Follow
Share

I feel I am being forced to be a care giver by my husband. It is his epectation that I do much of their care. I resent this and it is very negatively effecting every aspect of my life including my physcial and mental health. I am becoming bitter and angry. I do not want to do this anymore. My husband will say that I am not responsible but then almost daily either a caregiver does not show up or he is busy and I am told to fill in as of course he cannot leave them alone. I am considering leaving as my only way out but it is hard after a 33 year marriage that was good up until this situation.

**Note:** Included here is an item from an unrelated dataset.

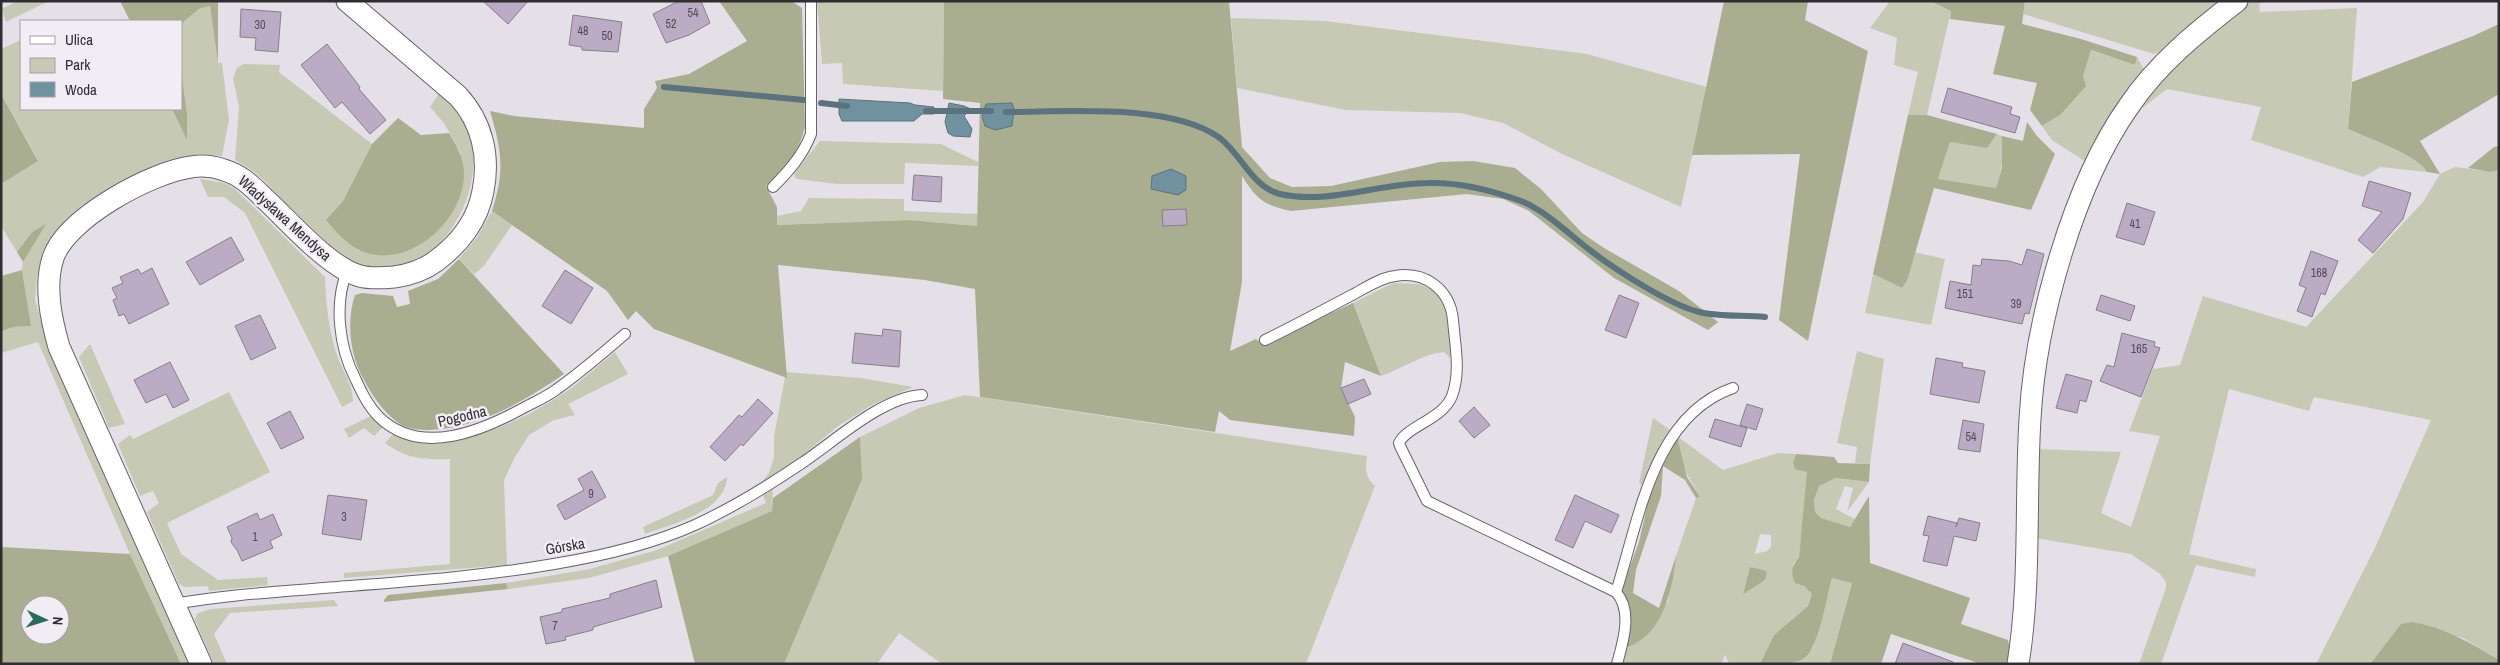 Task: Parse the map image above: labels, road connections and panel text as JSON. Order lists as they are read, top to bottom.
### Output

This question has been closed for answers. Ask a New Question.
Find Care & Housing
robi how is it going?
Helpful Answer (0)
Report

Having been in a - what I called jokingly way back when - a 'practice' marriage to a man who 'wasn't married even though I was' (can you tell I use humor to keep myself from crying!?), I can tell you, there were so many broken parts it is shocking to me now that we lasted a total of 17 years. He had me convinced that he couldn't cook a meal, manage the money, 'babysit' his own children, or call his mother on the phone. Those, any many other things, were basically 'women's work'.
To the point of the person above who says a lot more must be wrong, he/she is correct. They ARE his parents. I suspect that if you felt he'd do the same for you (in caring for parents or any other thing) you would be much less resentful.
I am now married, and have been, for ten years to a totally different kind of man. A real man, a man who loves me with his whole heart and to whom my wellbeing and happiness is paramount. And his, to me. If I were taking care of his mother, or him, mine, and anything got to be too much something would change immediately. Unfortunately, unless you DO take that month long vacation and let him see what he'd be facing if you weren't around, probably nothing will change, particularly if you have been at this for a long time. By the way, I did discover that my ex could do the following: compliment me on what I cooked or how I looked, buy me flowers spontaneously, fix his own sandwich, call his own mother (or not), etc. But it came when I finally could not take it another minute. My depression had grown so deep (and my five year old told me that it seemed like 'you love Daddy a lot more than he loves you') and my resentment so overwhelming at his cold shoulder that I knew it would kill me to stay another minute. Oddly, once he only did those things in order to keep me I felt more angry than ever, knowing he'd had it in him all that time and he could see me dying on the vine and never once tried to be there for me until he realized his gravy boat could be permanently empty. It all felt manipulative. I don't know about your husband and his motivations. But I do understand your feelings. Get a good counselor, ask him to come with you (so you can both hear each other) but if he doesn't, then go alone. And - drop the ball with things that he needs to attend to. He will not know you are serious if you have always threatened and never acted. God bless.
Helpful Answer (2)
Report

Calling you irresponsible is unfair. His parents, his show. Walking out is going to make things worse, so I'd help him out by looking for reliable caregivers. Don't bottle things up. He needs to know how you feel.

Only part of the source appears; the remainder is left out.